La Provincia di Reggio Emilia ha ottenuto dal Fondo europeo per l’integrazione di cittadini di Paesi terzi un considerevole finanziamento di 128.000 euro grazie al progetto “Insieme nella cura” rivolto alle donne migranti che nel Reggiano svolgono un lavoro di cura, in particolare le cosiddette assistenti familiari o badanti.

Il progetto, redatto dalla dirigenza della Provincia in collaborazione con l’associazione “Anziani e Non Solo”, è stato presentato in questi giorni alla Commissione provinciale Sicurezza sociale dagli assessori Ilenia Malavasi e Marco Fantini, dalla dirigente Loredana Dolci e da Francesca Correggi.

Grande soddisfazione per il risultato raggiunto, ma soprattutto per le azioni del progetto, è stata espressa da tutti i membri della Commissione consiliare ed in particolare dalla presidente Angela Zini, che ha sottolineato come “ancora una volta la nostra Provincia sia attenta alla qualità della vita dei suoi cittadini, al benessere di chi viene nel nostro Paese per lavorare accanto a chi vive nella sofferenza, ma soprattutto alla cura delle persone più fragili, quelle non autosufficienti”. Il progetto, infatti, si pone l’obiettivo di migliorare i livelli di gestione ed erogazione dei servizi pubblici ed aministrativi rivolti a donne migranti che assistono persone non autosufficienti e vede come partner della Provincia – che svolge la funzione di coordinamento e di governance istituzionale – l’Ausl di Reggio Emilia e le associazioni “Anziani e non solo” e “NonDaSola”. Il percorso – sostenuto anche dai Comuni reggiani, da Rete Terza Età, da Cgil e Cisl – si snoda attraverso la ricerca delle buone pratiche svolte a livello locale e la formazione degli operatori dei servizi pubblici del territorio, mirata a conoscere le problematiche principali del delicato lavoro di cui sono protagoniste le donne immigrate che svolgono il lavoro di badanti.

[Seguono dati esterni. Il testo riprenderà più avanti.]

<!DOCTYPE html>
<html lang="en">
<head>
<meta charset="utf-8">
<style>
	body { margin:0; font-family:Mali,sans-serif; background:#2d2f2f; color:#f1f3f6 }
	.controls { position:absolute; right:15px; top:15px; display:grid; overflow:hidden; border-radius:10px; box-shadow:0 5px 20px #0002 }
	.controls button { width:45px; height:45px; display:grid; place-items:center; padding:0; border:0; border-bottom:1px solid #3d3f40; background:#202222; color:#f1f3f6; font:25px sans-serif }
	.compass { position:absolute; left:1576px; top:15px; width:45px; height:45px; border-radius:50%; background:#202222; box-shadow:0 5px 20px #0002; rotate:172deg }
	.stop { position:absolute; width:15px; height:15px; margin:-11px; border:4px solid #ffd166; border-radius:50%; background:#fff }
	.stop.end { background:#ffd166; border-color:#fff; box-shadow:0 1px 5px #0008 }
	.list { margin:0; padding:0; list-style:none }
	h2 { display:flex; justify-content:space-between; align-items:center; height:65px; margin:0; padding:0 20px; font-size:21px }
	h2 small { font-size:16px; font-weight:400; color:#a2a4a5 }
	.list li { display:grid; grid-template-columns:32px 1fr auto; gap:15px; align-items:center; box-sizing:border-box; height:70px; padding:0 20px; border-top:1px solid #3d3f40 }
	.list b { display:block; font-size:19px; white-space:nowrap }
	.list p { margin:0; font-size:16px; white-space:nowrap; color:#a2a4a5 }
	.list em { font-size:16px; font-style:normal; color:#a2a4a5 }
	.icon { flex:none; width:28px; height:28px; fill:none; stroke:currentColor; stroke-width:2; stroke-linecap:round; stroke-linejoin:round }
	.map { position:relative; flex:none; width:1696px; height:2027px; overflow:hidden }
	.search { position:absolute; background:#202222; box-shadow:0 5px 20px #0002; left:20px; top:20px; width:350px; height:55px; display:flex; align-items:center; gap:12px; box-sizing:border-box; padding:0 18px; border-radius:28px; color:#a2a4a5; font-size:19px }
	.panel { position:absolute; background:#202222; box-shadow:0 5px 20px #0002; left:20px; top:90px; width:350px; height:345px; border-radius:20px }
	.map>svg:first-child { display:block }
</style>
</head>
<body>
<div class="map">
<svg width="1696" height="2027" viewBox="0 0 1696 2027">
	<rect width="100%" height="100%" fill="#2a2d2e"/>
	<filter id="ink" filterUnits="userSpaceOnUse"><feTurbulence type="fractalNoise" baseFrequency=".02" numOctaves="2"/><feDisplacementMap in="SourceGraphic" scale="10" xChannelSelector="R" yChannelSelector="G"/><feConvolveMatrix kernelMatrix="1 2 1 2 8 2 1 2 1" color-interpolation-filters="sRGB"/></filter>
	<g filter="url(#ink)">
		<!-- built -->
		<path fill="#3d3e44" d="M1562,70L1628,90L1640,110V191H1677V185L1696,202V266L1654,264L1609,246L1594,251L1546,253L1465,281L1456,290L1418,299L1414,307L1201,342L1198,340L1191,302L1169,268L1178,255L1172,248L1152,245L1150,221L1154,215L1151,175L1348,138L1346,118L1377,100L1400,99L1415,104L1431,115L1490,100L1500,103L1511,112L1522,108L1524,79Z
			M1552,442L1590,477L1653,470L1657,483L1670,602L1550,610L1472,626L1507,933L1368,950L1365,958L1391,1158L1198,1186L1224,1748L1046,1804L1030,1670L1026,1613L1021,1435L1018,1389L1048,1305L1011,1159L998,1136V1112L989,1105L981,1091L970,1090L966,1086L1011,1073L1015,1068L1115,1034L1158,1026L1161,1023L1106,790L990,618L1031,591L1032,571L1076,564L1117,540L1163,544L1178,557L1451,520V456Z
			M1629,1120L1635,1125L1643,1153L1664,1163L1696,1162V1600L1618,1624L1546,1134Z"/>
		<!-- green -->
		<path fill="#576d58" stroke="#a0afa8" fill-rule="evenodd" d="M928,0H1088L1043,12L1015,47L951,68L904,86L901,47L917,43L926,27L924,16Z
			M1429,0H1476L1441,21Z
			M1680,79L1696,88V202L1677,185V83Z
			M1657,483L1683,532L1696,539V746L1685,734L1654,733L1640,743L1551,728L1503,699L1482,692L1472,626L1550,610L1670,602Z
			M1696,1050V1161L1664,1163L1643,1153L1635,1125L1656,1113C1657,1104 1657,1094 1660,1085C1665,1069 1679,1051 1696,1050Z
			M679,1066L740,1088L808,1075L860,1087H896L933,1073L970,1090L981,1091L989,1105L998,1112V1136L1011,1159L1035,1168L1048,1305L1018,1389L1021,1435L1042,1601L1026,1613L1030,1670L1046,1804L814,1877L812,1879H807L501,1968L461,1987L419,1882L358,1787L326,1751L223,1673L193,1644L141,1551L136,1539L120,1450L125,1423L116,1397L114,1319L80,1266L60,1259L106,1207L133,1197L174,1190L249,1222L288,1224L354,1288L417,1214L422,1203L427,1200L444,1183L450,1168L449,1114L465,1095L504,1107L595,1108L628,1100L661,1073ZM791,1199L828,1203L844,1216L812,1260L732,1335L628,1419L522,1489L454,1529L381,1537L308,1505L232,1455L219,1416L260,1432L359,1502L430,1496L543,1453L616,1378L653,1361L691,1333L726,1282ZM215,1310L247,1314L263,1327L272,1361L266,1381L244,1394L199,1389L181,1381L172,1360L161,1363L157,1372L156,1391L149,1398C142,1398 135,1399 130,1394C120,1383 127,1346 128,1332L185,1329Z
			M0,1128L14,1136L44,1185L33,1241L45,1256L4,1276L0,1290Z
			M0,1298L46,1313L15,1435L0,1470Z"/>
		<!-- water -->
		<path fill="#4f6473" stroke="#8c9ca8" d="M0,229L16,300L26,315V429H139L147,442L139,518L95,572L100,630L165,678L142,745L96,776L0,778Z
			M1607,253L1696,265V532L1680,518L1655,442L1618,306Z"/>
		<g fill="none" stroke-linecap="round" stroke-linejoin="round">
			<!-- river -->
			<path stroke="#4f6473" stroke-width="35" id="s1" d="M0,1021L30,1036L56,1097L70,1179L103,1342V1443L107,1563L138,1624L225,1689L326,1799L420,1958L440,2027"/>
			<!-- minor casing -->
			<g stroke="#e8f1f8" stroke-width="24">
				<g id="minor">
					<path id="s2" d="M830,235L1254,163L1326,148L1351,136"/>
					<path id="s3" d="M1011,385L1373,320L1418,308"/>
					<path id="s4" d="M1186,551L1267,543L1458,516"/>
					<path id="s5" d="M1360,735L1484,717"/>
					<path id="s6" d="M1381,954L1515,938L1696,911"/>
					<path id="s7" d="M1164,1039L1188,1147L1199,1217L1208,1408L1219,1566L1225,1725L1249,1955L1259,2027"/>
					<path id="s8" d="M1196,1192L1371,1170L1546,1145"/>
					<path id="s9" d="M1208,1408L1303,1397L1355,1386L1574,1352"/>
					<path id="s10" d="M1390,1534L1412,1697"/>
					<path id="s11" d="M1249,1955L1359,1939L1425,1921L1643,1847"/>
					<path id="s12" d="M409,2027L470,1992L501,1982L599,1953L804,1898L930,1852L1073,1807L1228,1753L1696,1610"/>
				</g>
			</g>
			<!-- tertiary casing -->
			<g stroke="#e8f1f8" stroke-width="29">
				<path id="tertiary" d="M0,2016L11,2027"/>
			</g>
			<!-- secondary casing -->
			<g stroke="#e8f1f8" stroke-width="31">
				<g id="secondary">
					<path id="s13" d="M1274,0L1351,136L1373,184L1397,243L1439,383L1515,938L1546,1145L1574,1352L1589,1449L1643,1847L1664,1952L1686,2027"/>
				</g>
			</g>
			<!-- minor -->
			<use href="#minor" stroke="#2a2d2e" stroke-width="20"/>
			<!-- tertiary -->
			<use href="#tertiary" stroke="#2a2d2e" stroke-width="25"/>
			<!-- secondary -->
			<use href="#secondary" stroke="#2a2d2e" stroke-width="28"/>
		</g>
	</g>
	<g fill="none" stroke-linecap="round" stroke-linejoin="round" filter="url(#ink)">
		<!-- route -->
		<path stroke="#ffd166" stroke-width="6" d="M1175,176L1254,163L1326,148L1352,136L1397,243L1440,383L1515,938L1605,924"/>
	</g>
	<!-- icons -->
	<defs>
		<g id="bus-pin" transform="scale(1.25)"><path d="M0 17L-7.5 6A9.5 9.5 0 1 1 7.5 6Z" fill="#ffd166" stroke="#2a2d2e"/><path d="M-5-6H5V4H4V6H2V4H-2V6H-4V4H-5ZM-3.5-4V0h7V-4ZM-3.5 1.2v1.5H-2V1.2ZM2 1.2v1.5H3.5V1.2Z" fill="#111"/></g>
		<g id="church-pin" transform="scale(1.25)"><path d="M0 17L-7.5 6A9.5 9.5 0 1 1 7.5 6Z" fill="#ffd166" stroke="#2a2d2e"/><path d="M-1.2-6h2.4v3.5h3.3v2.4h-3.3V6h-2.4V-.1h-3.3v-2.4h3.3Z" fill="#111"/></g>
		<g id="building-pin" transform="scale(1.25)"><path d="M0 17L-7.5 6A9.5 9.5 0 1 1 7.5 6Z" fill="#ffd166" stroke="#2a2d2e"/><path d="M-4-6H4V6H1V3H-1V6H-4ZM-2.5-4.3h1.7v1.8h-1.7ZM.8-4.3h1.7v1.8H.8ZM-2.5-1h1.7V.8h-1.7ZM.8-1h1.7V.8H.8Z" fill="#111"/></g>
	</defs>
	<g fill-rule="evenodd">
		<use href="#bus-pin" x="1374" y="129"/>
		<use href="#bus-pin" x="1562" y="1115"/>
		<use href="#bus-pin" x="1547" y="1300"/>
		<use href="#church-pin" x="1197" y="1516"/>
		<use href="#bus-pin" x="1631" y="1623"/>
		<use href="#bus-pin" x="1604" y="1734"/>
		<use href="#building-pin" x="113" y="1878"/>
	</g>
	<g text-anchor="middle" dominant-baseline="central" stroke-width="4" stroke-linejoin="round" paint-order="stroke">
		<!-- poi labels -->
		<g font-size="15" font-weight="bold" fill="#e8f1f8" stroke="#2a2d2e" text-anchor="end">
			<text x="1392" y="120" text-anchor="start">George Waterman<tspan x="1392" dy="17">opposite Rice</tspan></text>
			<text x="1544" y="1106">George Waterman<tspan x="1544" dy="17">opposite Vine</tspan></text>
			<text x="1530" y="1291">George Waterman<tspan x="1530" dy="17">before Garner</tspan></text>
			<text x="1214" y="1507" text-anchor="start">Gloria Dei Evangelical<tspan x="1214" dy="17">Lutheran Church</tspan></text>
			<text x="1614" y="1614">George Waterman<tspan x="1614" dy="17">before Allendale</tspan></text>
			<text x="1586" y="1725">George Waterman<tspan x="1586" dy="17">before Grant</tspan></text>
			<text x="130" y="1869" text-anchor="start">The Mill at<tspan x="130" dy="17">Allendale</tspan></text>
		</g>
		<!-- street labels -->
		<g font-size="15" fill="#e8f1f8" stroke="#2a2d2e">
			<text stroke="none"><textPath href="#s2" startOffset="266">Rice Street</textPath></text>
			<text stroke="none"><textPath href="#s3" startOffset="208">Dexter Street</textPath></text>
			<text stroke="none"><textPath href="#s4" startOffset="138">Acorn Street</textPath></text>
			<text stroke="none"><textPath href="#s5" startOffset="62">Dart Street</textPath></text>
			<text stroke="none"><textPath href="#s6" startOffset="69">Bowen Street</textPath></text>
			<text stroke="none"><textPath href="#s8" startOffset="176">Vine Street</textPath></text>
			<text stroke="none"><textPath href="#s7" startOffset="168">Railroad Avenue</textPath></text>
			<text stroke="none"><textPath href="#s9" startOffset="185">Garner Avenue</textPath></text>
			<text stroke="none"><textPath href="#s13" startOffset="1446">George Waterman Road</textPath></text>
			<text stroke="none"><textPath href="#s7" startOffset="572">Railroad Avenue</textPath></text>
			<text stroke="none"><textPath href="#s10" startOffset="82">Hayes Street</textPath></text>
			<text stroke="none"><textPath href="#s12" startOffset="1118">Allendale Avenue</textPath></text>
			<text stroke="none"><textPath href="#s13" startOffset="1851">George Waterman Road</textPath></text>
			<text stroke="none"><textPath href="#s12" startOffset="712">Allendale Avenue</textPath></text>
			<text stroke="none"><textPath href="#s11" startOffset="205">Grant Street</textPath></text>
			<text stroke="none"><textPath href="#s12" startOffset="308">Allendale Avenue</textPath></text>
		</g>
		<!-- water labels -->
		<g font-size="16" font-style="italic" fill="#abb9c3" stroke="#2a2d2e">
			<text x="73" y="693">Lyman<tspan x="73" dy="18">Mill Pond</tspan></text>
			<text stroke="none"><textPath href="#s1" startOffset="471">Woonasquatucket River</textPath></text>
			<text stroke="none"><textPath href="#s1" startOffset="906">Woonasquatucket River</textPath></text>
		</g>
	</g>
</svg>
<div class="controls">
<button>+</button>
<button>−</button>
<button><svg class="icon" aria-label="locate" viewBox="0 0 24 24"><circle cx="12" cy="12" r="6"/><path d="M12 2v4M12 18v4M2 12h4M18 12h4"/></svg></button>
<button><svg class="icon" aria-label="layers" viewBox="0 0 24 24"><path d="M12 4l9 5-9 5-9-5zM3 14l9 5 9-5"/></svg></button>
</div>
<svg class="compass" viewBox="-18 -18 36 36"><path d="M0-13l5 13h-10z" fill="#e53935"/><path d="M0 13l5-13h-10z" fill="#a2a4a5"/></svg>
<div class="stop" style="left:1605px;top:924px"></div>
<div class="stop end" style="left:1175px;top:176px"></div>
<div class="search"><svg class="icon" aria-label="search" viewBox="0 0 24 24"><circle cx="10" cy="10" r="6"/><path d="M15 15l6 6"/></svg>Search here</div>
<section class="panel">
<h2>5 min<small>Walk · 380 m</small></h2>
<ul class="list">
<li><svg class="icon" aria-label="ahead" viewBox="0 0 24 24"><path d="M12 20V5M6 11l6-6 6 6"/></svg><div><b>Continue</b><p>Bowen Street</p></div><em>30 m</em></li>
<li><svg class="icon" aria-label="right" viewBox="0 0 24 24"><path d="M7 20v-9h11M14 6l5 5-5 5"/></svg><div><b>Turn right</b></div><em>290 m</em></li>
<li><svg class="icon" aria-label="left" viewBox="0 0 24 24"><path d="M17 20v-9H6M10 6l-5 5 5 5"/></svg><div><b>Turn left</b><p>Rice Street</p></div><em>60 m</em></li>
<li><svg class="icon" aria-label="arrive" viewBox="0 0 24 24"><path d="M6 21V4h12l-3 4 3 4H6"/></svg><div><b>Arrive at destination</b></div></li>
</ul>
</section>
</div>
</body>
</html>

Si tratta, nella sola provincia di Reggio Emilia, di circa 12 mila persone – su un totale di circa 65.000 immigrati – di cui, alla fine del 2010, 5.850 risultavano regolarmente assunte. Alle badanti si aggiungono poi circa 3.500 lavoratrici e lavoratori immigrati avviati al lavoro nell’area sociosanitaria pubblica o del privato sociale.

Il lavoro assistenziale e di cura rappresenta dunque, nel nostro territorio, un’attività ad alta valenza strategica per l’assorbimento di lavoro femminile per lo più immigrato, per il rilievo nella costruzione di coesione sociale e di politiche di conciliazione. Non mancano, ovviamente, alcune criticità che il progetto intende risolvere, come il superamento del lavoro irregolare, della scarsa formazione professionale,il rischio di abuso e l’isolamento sociale in cui le badanti spesso vivono.

Le principali attività che verranno realizzate nell’ambito del progetto, da ottobre al prossimo giugno 2012, sono interviste a rappresentanti sociosanitari dei vari territori per conoscere le problematiche, le esigenze e le criticità del settore; la messa a punto di un piano formativo per gli operatori pubblici e del terzo settore direttamente a contatto con le badanti; l’attivazione di interventi a sostegno dell’inclusione e qualificazione del lavoro di cura; la definizione di una carta etica per il rispetto delle diversità e dei diritti della persona assistente ed assistita nella relazione di cura.

“Molto interessante – commenta la presidente della Commissione consiliare, Angela Zini – è anche la conclusione del percorso perché, dopo un apposito convegno che illustrerà al pubblico i risultati raggiunti e sarà occasione di confronto, sulla base degli esiti del lavoro il Comitato di pilotaggio formulerà una proposta di Patto provinciale d’azione per la qualificazione del lavoro di cura da sottoporre alla Conferenza territoriale sociale e sanitaria, alle parti sociali e al terzo settore. L’auspicio è che venga realizzato appieno quel welfare di comunità e di rete che i tempi attuali esigono per diffondere buone prassi sociali ed ottimizzare le risorse, purtroppo così limitate in questi tempi crisi”.